(Beginning of Records for processing)
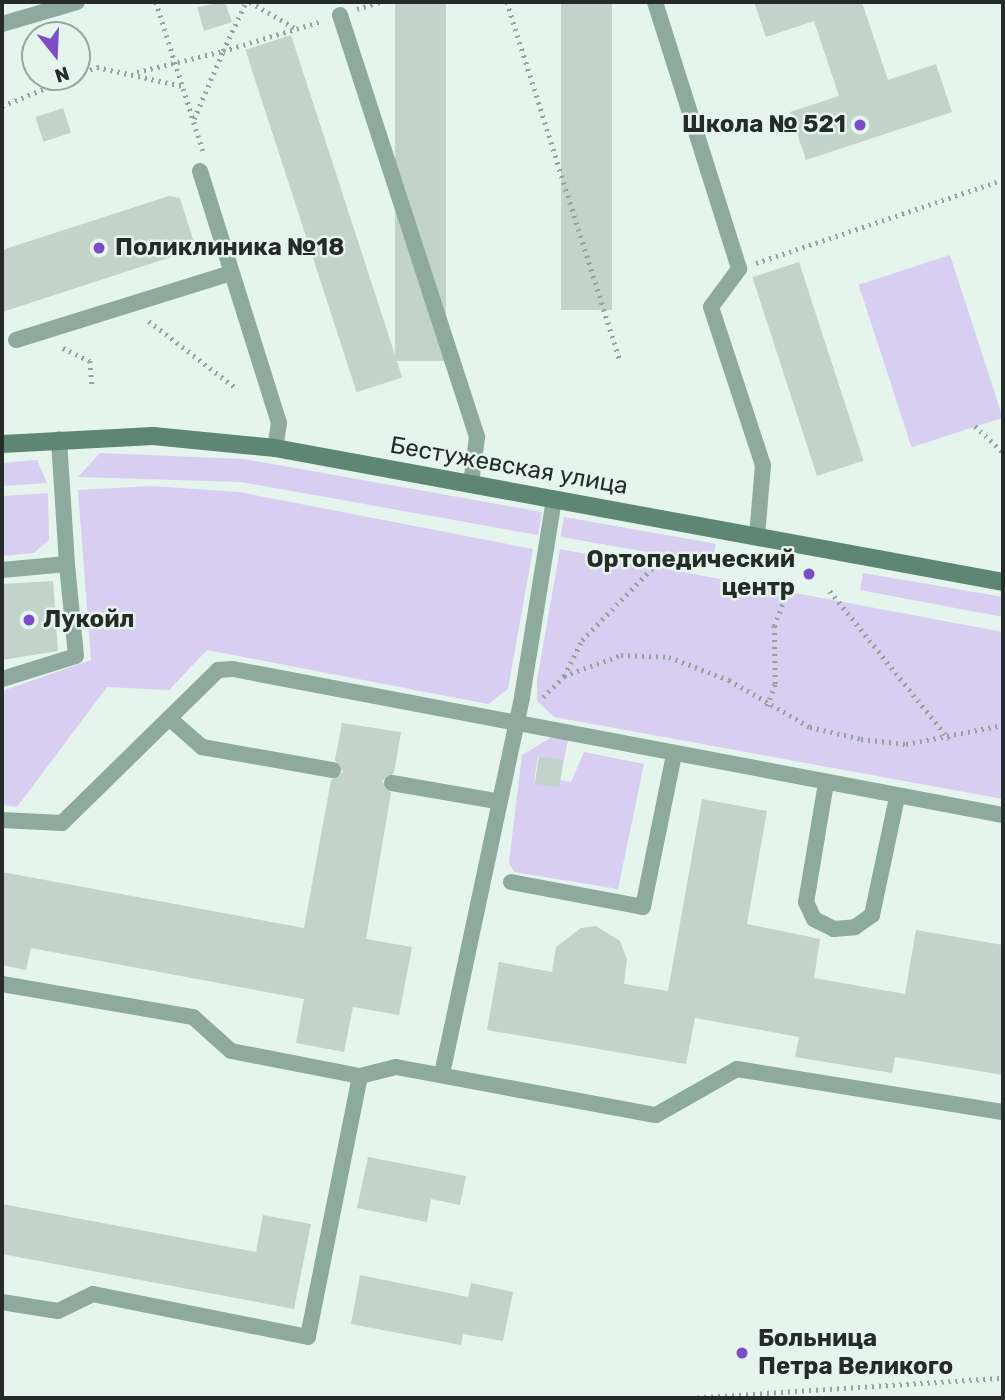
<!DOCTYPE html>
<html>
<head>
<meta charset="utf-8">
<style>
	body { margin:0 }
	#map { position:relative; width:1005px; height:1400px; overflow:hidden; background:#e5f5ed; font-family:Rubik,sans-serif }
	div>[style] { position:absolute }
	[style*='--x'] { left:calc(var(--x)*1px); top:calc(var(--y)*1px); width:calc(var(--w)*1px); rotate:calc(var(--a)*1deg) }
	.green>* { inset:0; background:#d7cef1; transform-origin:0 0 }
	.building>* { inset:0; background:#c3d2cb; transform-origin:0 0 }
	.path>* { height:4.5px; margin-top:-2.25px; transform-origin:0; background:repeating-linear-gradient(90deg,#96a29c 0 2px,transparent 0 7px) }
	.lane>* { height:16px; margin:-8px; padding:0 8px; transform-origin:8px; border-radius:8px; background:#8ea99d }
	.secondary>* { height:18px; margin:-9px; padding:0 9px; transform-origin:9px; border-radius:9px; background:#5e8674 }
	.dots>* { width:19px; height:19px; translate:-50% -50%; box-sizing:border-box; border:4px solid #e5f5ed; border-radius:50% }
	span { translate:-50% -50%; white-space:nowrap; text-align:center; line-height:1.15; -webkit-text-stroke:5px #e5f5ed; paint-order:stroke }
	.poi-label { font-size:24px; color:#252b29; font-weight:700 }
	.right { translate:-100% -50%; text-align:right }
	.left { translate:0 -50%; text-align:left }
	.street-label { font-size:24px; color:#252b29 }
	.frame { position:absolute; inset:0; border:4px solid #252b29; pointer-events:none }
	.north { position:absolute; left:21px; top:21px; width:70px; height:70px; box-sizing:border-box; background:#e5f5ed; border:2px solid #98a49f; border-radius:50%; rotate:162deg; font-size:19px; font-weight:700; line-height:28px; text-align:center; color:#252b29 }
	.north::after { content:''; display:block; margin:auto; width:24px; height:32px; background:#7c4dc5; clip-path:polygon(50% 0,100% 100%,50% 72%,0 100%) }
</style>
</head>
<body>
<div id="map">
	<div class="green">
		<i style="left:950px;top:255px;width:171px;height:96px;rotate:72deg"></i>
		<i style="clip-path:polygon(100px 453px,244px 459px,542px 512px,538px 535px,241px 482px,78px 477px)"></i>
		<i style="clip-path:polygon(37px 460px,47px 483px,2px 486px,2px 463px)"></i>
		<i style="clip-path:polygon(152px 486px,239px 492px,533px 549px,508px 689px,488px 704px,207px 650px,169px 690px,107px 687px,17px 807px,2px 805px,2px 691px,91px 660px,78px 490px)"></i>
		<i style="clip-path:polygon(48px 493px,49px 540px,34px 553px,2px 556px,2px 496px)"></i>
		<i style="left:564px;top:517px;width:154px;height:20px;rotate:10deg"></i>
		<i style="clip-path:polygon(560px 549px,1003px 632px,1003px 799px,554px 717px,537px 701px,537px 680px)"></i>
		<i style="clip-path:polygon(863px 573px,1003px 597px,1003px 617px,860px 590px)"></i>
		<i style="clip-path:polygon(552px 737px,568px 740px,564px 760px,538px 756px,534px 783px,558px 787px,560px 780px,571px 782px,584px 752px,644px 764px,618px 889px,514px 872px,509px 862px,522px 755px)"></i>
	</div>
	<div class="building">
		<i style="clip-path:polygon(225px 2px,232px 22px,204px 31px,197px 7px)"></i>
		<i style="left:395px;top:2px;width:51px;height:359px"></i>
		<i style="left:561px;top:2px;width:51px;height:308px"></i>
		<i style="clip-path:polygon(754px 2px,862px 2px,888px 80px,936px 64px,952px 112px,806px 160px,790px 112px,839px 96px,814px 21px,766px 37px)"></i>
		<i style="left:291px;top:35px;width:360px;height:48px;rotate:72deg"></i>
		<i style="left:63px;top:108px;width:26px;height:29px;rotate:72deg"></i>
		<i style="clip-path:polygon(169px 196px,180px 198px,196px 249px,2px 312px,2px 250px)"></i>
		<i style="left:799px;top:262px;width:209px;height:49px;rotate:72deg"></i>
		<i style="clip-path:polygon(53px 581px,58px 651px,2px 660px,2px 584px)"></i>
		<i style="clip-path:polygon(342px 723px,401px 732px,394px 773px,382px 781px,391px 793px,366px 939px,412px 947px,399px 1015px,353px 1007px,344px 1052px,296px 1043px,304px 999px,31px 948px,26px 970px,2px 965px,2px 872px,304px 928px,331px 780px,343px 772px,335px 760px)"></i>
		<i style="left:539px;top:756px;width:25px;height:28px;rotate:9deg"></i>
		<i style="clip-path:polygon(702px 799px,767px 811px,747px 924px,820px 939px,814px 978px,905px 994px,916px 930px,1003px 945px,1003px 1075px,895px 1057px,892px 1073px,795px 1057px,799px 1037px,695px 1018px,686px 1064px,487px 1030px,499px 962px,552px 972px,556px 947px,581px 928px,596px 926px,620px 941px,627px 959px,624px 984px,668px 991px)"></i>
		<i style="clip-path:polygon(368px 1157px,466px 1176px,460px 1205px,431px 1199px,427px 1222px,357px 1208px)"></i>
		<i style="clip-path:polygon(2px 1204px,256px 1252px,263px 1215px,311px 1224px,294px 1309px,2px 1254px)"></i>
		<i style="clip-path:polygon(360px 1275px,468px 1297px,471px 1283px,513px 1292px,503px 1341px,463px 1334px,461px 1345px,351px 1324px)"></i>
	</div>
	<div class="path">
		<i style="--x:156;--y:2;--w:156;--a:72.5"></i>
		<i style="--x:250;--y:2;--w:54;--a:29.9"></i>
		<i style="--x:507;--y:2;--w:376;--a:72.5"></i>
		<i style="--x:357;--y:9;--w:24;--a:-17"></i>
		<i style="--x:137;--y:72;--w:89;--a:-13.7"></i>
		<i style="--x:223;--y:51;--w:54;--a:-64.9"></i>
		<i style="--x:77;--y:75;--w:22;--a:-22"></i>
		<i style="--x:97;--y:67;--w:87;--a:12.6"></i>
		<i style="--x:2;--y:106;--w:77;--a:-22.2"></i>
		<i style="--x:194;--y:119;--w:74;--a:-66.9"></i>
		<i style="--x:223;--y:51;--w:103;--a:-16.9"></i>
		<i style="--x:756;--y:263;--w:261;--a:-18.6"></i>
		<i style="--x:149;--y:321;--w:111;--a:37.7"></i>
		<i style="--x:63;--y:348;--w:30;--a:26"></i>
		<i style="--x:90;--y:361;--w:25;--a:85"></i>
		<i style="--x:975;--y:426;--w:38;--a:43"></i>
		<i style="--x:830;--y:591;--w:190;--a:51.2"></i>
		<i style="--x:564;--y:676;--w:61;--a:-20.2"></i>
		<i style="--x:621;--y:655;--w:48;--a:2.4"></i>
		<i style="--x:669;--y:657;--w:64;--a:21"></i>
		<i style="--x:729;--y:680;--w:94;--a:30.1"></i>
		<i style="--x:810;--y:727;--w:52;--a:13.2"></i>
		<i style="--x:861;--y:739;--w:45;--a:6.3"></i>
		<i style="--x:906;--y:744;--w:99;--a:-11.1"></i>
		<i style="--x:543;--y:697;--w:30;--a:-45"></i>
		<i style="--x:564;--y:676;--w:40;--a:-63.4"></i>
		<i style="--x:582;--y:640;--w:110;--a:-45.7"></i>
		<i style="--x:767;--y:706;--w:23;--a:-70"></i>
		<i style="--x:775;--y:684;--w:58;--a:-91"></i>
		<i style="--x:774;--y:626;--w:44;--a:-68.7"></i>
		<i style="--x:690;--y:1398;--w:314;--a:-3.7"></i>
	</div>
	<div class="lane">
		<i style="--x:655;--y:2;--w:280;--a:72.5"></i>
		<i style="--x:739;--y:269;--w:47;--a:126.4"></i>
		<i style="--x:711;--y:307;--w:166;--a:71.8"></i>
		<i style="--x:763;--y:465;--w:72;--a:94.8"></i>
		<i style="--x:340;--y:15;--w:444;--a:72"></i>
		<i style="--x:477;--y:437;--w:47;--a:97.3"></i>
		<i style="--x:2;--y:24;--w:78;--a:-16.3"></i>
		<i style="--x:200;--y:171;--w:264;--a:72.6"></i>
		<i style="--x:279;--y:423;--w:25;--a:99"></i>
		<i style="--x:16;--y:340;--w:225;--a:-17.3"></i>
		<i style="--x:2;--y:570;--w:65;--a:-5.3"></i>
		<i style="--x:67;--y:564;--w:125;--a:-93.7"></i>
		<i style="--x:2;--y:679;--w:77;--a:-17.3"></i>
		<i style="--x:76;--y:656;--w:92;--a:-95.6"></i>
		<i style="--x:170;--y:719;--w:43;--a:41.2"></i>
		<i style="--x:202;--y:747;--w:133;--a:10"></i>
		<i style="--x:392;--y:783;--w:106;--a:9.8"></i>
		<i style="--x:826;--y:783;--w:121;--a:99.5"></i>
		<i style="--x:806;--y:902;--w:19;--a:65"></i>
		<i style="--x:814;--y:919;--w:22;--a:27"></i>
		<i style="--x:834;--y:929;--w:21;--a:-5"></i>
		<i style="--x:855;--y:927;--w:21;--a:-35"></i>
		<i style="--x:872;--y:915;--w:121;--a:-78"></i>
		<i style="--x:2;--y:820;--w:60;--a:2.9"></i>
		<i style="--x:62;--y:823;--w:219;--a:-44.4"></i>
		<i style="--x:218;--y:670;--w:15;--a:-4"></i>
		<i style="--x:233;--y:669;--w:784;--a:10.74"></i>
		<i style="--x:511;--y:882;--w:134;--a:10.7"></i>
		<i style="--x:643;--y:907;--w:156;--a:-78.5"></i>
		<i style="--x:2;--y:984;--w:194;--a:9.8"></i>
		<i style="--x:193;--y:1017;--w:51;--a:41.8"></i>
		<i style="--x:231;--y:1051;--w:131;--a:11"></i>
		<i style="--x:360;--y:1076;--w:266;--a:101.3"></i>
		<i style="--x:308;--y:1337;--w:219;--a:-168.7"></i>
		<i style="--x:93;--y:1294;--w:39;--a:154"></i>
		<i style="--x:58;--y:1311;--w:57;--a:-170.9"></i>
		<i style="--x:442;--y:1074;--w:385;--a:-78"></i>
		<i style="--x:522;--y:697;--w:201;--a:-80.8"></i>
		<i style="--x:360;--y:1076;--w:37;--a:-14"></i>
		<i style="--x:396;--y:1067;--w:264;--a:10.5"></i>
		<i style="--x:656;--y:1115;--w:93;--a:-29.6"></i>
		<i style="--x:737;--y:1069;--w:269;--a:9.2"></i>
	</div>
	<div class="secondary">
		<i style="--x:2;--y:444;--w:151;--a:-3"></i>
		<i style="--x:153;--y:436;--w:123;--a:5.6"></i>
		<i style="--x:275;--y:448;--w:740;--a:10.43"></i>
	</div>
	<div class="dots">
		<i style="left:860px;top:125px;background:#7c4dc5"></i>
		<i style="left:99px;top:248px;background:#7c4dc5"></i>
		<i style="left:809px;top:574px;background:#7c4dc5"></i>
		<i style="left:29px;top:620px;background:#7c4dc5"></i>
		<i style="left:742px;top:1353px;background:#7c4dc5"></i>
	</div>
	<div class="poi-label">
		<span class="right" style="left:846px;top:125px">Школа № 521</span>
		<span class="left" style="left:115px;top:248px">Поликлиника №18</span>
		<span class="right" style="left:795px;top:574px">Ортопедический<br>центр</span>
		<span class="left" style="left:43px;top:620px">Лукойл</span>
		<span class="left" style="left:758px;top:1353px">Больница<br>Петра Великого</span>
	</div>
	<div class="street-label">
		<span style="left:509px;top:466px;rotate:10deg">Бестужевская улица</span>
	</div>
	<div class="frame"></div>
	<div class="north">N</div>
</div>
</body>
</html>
(End of Records for processing)
**What to produce**
Your output is the lines from the top of the entries through the line containing "translate:-50% -50%; white-space:nowrap;", exactly as they stand. No pictures belong in it.

**Your response**
<!DOCTYPE html>
<html>
<head>
<meta charset="utf-8">
<style>
	body { margin:0 }
	#map { position:relative; width:1005px; height:1400px; overflow:hidden; background:#e5f5ed; font-family:Rubik,sans-serif }
	div>[style] { position:absolute }
	[style*='--x'] { left:calc(var(--x)*1px); top:calc(var(--y)*1px); width:calc(var(--w)*1px); rotate:calc(var(--a)*1deg) }
	.green>* { inset:0; background:#d7cef1; transform-origin:0 0 }
	.building>* { inset:0; background:#c3d2cb; transform-origin:0 0 }
	.path>* { height:4.5px; margin-top:-2.25px; transform-origin:0; background:repeating-linear-gradient(90deg,#96a29c 0 2px,transparent 0 7px) }
	.lane>* { height:16px; margin:-8px; padding:0 8px; transform-origin:8px; border-radius:8px; background:#8ea99d }
	.secondary>* { height:18px; margin:-9px; padding:0 9px; transform-origin:9px; border-radius:9px; background:#5e8674 }
	.dots>* { width:19px; height:19px; translate:-50% -50%; box-sizing:border-box; border:4px solid #e5f5ed; border-radius:50% }
	span { translate:-50% -50%; white-space:nowrap; text-align:center; line-height:1.15; -webkit-text-stroke:5px #e5f5ed; paint-order:stroke }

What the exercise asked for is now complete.